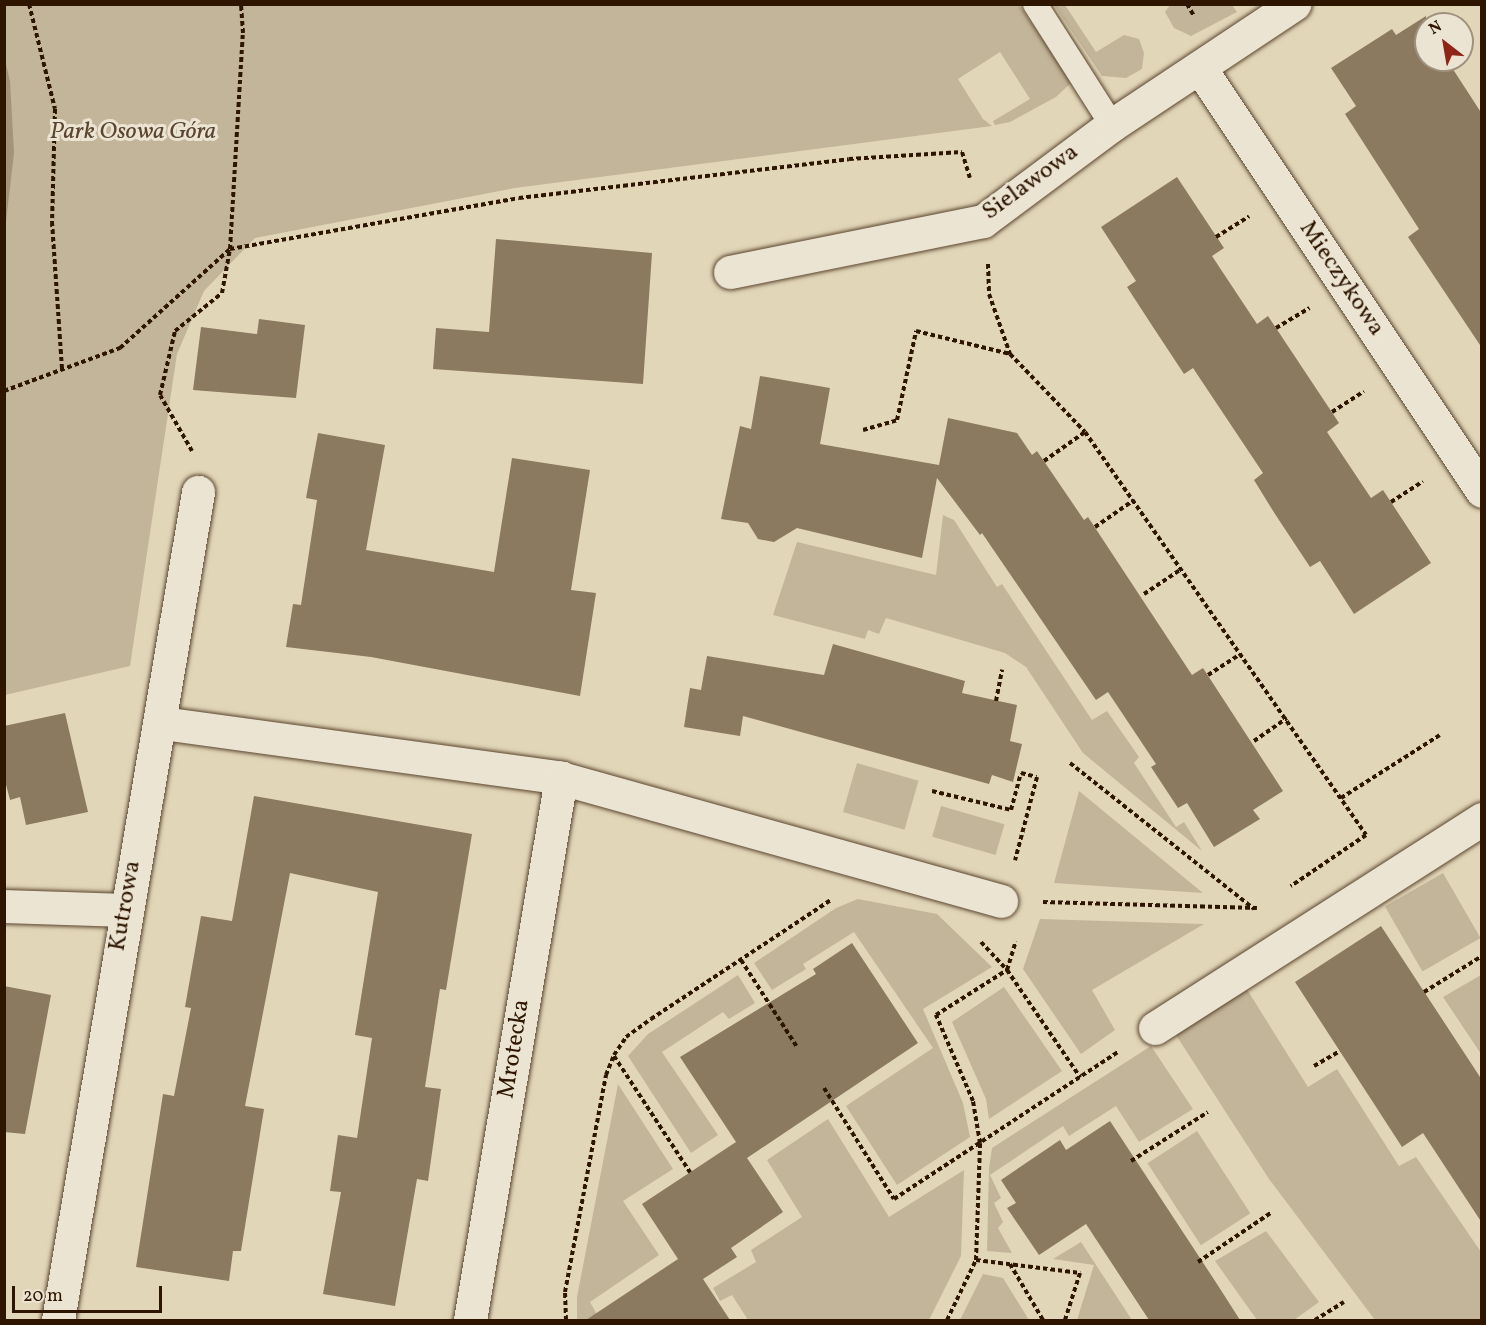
<!DOCTYPE html>
<meta charset="utf-8">
<style>
body{margin:0}
#map{position:relative;width:1486px;height:1325px;overflow:hidden;background:#e2d6b9;font-family:Vollkorn,serif}
div>[style]{position:absolute}
[style*='--x']{left:calc(var(--x)*1px);top:calc(var(--y)*1px);width:calc(var(--w)*1px);rotate:calc(var(--a)*1deg)}
.green>*{inset:0;background:#c3b59a;transform-origin:0 0}
.water>*{inset:0;background:#a4947a}
.building>*{inset:0;background:#8b7960}
.path>*{height:4px;margin-top:-2px;transform-origin:0;background:repeating-linear-gradient(90deg,#2d1500 0 4.5px,transparent 0 7.5px)}
.roads{filter:drop-shadow(0 0 2px #5a452e) drop-shadow(0 0 2px #5a452e)}
.lane>*{height:24px;margin:-12px;padding:0 12px;transform-origin:12px;border-radius:12px;background:#ece4d2}
.street>*{height:33px;margin:-16.5px;padding:0 16.5px;transform-origin:16.5px;border-radius:16.5px;background:#ece4d2}
span{translate:-50% -50%;white-space:nowrap;text-align:center;line-height:1.15;-webkit-text-stroke:6px #ece4d2;paint-order:stroke}
.park-label{font-size:24px;color:#5a452e;font-style:italic}
.street-label{font-size:24px;color:#2d1500}
.frame{position:absolute;inset:0;border:6px solid #2d1500;pointer-events:none}
.north{position:absolute;left:1414px;top:12px;width:60px;height:60px;box-sizing:border-box;background:#ece4d2;border:2px solid #a0917e;border-radius:50%;rotate:329deg;font-size:16px;font-weight:700;line-height:24px;text-align:center;color:#2d1500}
.north::after{content:'';display:block;margin:auto;width:21px;height:27px;background:#8f2418;clip-path:polygon(50% 0,100% 100%,50% 72%,0 100%)}
.scale{position:absolute;left:12px;top:1286px;width:150px;height:27px;box-sizing:border-box;border:3px solid #2d1500;border-top:0;padding-left:8px;font-size:18px;line-height:21px;white-space:nowrap;color:#2d1500;-webkit-text-stroke:4px #ece4d2;paint-order:stroke}
</style>
<div id="map">
<div class="green">
<div style="clip-path:polygon(4px 5px,1019px 5px,1072px 82px,1056px 97px,1010px 122px,995px 125px,993px 121px,1030px 99px,1000px 52px,958px 79px,983px 119px,992px 126px,515px 188px,255px 238px,204px 291px,177px 354px,130px 666px,5px 695px)"></div>
<div style="clip-path:polygon(1054px 5px,1065px 5px,1096px 52px,1124px 35px,1139px 39px,1144px 53px,1142px 69px,1126px 78px,1102px 76px)"></div>
<div style="clip-path:polygon(1232px 5px,1237px 12px,1191px 36px,1174px 28px,1165px 12px,1170px 5px)"></div>
<div style="clip-path:polygon(943px 515px,954px 520px,997px 587px,1002px 584px,1092px 720px,1107px 711px,1139px 757px,1134px 763px,1176px 827px,1184px 822px,1202px 851px,1083px 753px,1026px 667px,1005px 653px,886px 618px,879px 634px,868px 630px,865px 639px,773px 615px,797px 542px,936px 575px)"></div>
<div style="left:857px;top:763px;width:64px;height:51px;rotate:16deg"></div>
<div style="clip-path:polygon(1079px 791px,1203px 893px,1054px 883px)"></div>
<div style="left:941px;top:806px;width:66px;height:32px;rotate:16deg"></div>
<div style="left:1443px;top:873px;width:75px;height:67px;rotate:60deg"></div>
<div style="clip-path:polygon(858px 899px,937px 914px,992px 967px,923px 1009px,963px 1103px,970px 1137px,897px 1185px,846px 1106px,933px 1048px,854px 932px,803px 964px,806px 969px,772px 990px,754px 963px,836px 908px)"></div>
<div style="clip-path:polygon(1040px 919px,1204px 924px,1092px 990px,1115px 1030px,1081px 1054px,1023px 969px)"></div>
<div style="clip-path:polygon(738px 975px,755px 1003px,729px 1019px,723px 1012px,662px 1052px,718px 1135px,691px 1153px,628px 1056px,648px 1034px)"></div>
<div style="clip-path:polygon(1481px 975px,1481px 1054px,1443px 997px)"></div>
<div style="clip-path:polygon(1243px 983px,1308px 1087px,1337px 1069px,1399px 1166px,1416px 1157px,1481px 1252px,1481px 1320px,1375px 1320px,1269px 1179px,1174px 1032px)"></div>
<div style="clip-path:polygon(1004px 987px,1062px 1071px,989px 1119px,986px 1099px,952px 1022px)"></div>
<div style="clip-path:polygon(1151px 1046px,1193px 1109px,1139px 1142px,1116px 1106px,1069px 1136px,1063px 1126px,990px 1175px,1001px 1198px,994px 1203px,1003px 1222px,998px 1228px,1012px 1253px,987px 1251px,989px 1168px,992px 1148px)"></div>
<div style="clip-path:polygon(618px 1084px,673px 1169px,623px 1201px,659px 1255px,590px 1302px,600px 1320px,577px 1320px,577px 1297px)"></div>
<div style="clip-path:polygon(828px 1119px,889px 1217px,964px 1170px,961px 1256px,929px 1320px,748px 1320px,732px 1295px,720px 1301px,713px 1288px,756px 1262px,751px 1250px,802px 1217px,767px 1160px)"></div>
<div style="left:1197px;top:1131px;width:98px;height:59px;rotate:57deg"></div>
<div style="clip-path:polygon(1266px 1231px,1319px 1302px,1294px 1320px,1257px 1320px,1215px 1261px)"></div>
<div style="clip-path:polygon(1081px 1242px,1132px 1320px,1077px 1320px,1094px 1265px,1053px 1259px)"></div>
<div style="clip-path:polygon(983px 1274px,1003px 1278px,1029px 1320px,960px 1320px)"></div>
</div>
<div class="water">
<div style="clip-path:polygon(5px 60px,10px 81px,14px 153px,5px 230px)"></div>
</div>
<div class="building">
<div style="clip-path:polygon(1426px 16px,1426px 60px,1447px 60px,1482px 114px,1482px 348px,1408px 237px,1419px 229px,1345px 114px,1356px 106px,1331px 68px,1392px 29px,1396px 35px)"></div>
<div style="clip-path:polygon(1177px 177px,1224px 248px,1212px 256px,1257px 324px,1268px 316px,1339px 423px,1327px 432px,1371px 498px,1383px 490px,1431px 563px,1354px 614px,1320px 561px,1310px 567px,1275px 514px,1254px 480px,1263px 473px,1193px 368px,1184px 374px,1153px 327px,1127px 287px,1136px 281px,1101px 227px)"></div>
<div style="clip-path:polygon(496px 239px,652px 253px,643px 384px,433px 369px,436px 328px,489px 332px)"></div>
<div style="clip-path:polygon(259px 319px,305px 325px,296px 398px,193px 390px,201px 327px,257px 334px)"></div>
<div style="clip-path:polygon(760px 376px,830px 388px,820px 444px,939px 465px,948px 418px,1017px 433px,1032px 455px,1037px 451px,1084px 520px,1088px 517px,1192px 675px,1203px 668px,1283px 791px,1253px 810px,1260px 819px,1214px 847px,1187px 803px,1178px 808px,1151px 767px,1156px 764px,1108px 692px,1096px 700px,982px 533px,980px 535px,937px 478px,922px 558px,797px 528px,774px 542px,758px 539px,748px 523px,721px 519px,740px 426px,751px 429px)"></div>
<div style="clip-path:polygon(318px 433px,385px 445px,366px 550px,494px 572px,512px 458px,590px 470px,571px 590px,596px 593px,580px 696px,371px 657px,286px 647px,293px 604px,301px 605px,317px 500px,306px 498px)"></div>
<div style="clip-path:polygon(833px 644px,965px 681px,962px 693px,1017px 705px,1010px 741px,1022px 744px,1013px 782px,992px 775px,989px 784px,743px 716px,740px 736px,684px 727px,690px 688px,701px 690px,707px 656px,824px 675px)"></div>
<div style="clip-path:polygon(65px 713px,88px 812px,26px 825px,20px 797px,10px 800px,4px 777px,4px 726px)"></div>
<div style="clip-path:polygon(254px 796px,472px 834px,446px 990px,440px 989px,425px 1087px,441px 1089px,428px 1181px,417px 1179px,395px 1306px,323px 1294px,341px 1192px,330px 1191px,338px 1135px,357px 1138px,372px 1038px,355px 1035px,378px 892px,290px 873px,245px 1106px,264px 1109px,241px 1251px,233px 1251px,229px 1281px,136px 1267px,163px 1094px,174px 1096px,191px 1008px,185px 1007px,201px 916px,232px 921px)"></div>
<div style="clip-path:polygon(1381px 926px,1482px 1080px,1482px 1223px,1423px 1133px,1402px 1147px,1295px 982px)"></div>
<div style="clip-path:polygon(852px 943px,918px 1043px,747px 1158px,783px 1212px,731px 1248px,737px 1257px,703px 1279px,730px 1320px,586px 1320px,678px 1259px,642px 1204px,736px 1142px,680px 1057px,816px 974px,813px 969px)"></div>
<div style="clip-path:polygon(4px 986px,51px 995px,25px 1134px,4px 1132px)"></div>
<div style="clip-path:polygon(1110px 1121px,1217px 1284px,1240px 1320px,1149px 1320px,1086px 1224px,1039px 1255px,1007px 1208px,1016px 1203px,1001px 1180px,1060px 1140px,1066px 1150px)"></div>
</div>
<div class="path">
<div style="--x:29;--y:4;--w:108;--a:76.1"></div>
<div style="--x:55;--y:109;--w:113;--a:91.5"></div>
<div style="--x:52;--y:222;--w:147;--a:86.1"></div>
<div style="--x:1187;--y:4;--w:14;--a:60"></div>
<div style="--x:1216;--y:237;--w:39;--a:-32"></div>
<div style="--x:988;--y:264;--w:30;--a:88"></div>
<div style="--x:989;--y:294;--w:64;--a:70.7"></div>
<div style="--x:1276;--y:328;--w:39;--a:-31"></div>
<div style="--x:4;--y:391;--w:124;--a:-20.3"></div>
<div style="--x:120;--y:348;--w:148;--a:-42"></div>
<div style="--x:230;--y:249;--w:293;--a:-10"></div>
<div style="--x:519;--y:198;--w:332;--a:-6.7"></div>
<div style="--x:849;--y:159;--w:113;--a:-3.5"></div>
<div style="--x:962;--y:152;--w:27;--a:73"></div>
<div style="--x:1332;--y:412;--w:38;--a:-33"></div>
<div style="--x:863;--y:430;--w:35;--a:-16"></div>
<div style="--x:897;--y:420;--w:91;--a:-77.9"></div>
<div style="--x:916;--y:331;--w:97;--a:13.7"></div>
<div style="--x:1010;--y:354;--w:108;--a:46.1"></div>
<div style="--x:1085;--y:432;--w:491;--a:55.1"></div>
<div style="--x:1366;--y:835;--w:91;--a:145.8"></div>
<div style="--x:192;--y:451;--w:64;--a:-119.7"></div>
<div style="--x:160;--y:395;--w:66;--a:-76.8"></div>
<div style="--x:175;--y:331;--w:60;--a:-39"></div>
<div style="--x:222;--y:293;--w:45;--a:-79.7"></div>
<div style="--x:230;--y:249;--w:216;--a:-86.6"></div>
<div style="--x:243;--y:33;--w:29;--a:-94"></div>
<div style="--x:1044;--y:461;--w:50;--a:-35.3"></div>
<div style="--x:1391;--y:502;--w:38;--a:-33"></div>
<div style="--x:1095;--y:527;--w:47;--a:-34.7"></div>
<div style="--x:1144;--y:594;--w:43;--a:-33.7"></div>
<div style="--x:1208;--y:675;--w:38;--a:-33"></div>
<div style="--x:996;--y:701;--w:32;--a:-79"></div>
<div style="--x:1254;--y:741;--w:40;--a:-34.9"></div>
<div style="--x:1070;--y:763;--w:235;--a:38.4"></div>
<div style="--x:932;--y:791;--w:81;--a:13.5"></div>
<div style="--x:1011;--y:810;--w:38;--a:-75"></div>
<div style="--x:1021;--y:773;--w:16;--a:14"></div>
<div style="--x:1037;--y:777;--w:86;--a:104.8"></div>
<div style="--x:1341;--y:798;--w:117;--a:-32.5"></div>
<div style="--x:1043;--y:902;--w:214;--a:1.6"></div>
<div style="--x:981;--y:942;--w:38;--a:47"></div>
<div style="--x:1007;--y:970;--w:130;--a:55.7"></div>
<div style="--x:741;--y:960;--w:103;--a:57.2"></div>
<div style="--x:1424;--y:992;--w:68;--a:-31.8"></div>
<div style="--x:614;--y:1056;--w:139;--a:56.8"></div>
<div style="--x:1314;--y:1066;--w:30;--a:-30"></div>
<div style="--x:824;--y:1088;--w:131;--a:57.8"></div>
<div style="--x:894;--y:1199;--w:269;--a:-33.3"></div>
<div style="--x:1131;--y:1161;--w:91;--a:-32.5"></div>
<div style="--x:976;--y:1260;--w:105;--a:7.1"></div>
<div style="--x:1080;--y:1273;--w:49;--a:107.7"></div>
<div style="--x:1198;--y:1262;--w:89;--a:-34"></div>
<div style="--x:1010;--y:1264;--w:65;--a:59.5"></div>
<div style="--x:566;--y:1320;--w:28;--a:-92"></div>
<div style="--x:565;--y:1292;--w:221;--a:-79.3"></div>
<div style="--x:606;--y:1075;--w:22;--a:-68"></div>
<div style="--x:614;--y:1055;--w:22;--a:-56"></div>
<div style="--x:626;--y:1037;--w:31;--a:-36"></div>
<div style="--x:651;--y:1019;--w:216;--a:-33.5"></div>
<div style="--x:947;--y:1320;--w:67;--a:-64.2"></div>
<div style="--x:976;--y:1260;--w:117;--a:-88"></div>
<div style="--x:980;--y:1143;--w:43;--a:-99.5"></div>
<div style="--x:973;--y:1101;--w:94;--a:-113.3"></div>
<div style="--x:936;--y:1015;--w:84;--a:-32.4"></div>
<div style="--x:1007;--y:970;--w:30;--a:-73"></div>
<div style="--x:1315;--y:1320;--w:34;--a:-32"></div>
</div>
<div class="roads">
<div class="lane">
<div style="--x:1035;--y:4;--w:143;--a:57.5"></div>
</div>
<div class="street">
<div style="--x:1200;--y:68;--w:508;--a:56.31"></div>
<div style="--x:730;--y:272;--w:258;--a:-11.4"></div>
<div style="--x:983;--y:221;--w:161;--a:-36.7"></div>
<div style="--x:1112;--y:125;--w:219;--a:-33.6"></div>
<div style="--x:162;--y:723;--w:403;--a:7.8"></div>
<div style="--x:561;--y:778;--w:457;--a:15.6"></div>
<div style="--x:4;--y:906;--w:121;--a:1.9"></div>
<div style="--x:1155;--y:1028;--w:388;--a:-32.6"></div>
<div style="--x:58;--y:1320;--w:840;--a:-80.4"></div>
<div style="--x:470;--y:1320;--w:550;--a:-80.47"></div>
</div>
</div>
<div class="park-label">
<span style="left:133px;top:133px">Park Osowa Góra</span>
</div>
<div class="street-label">
<span style="left:1031px;top:183px;rotate:-36deg">Sielawowa</span>
<span style="left:1341px;top:279px;rotate:56deg">Mieczykowa</span>
<span style="left:126px;top:906px;rotate:-80deg">Kutrowa</span>
<span style="left:515px;top:1049px;rotate:-81deg">Mrotecka</span>
</div>
<div class="frame"></div>
<div class="north">N</div>
<div class="scale">20 m</div>
</div>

---

» **EXERCISE**
Return every line in the listing that contains the word "street".

» **SOLUTION**
.street>*{height:33px;margin:-16.5px;padding:0 16.5px;transform-origin:16.5px;border-radius:16.5px;background:#ece4d2}
.street-label{font-size:24px;color:#2d1500}
<div class="street">
<div class="street-label">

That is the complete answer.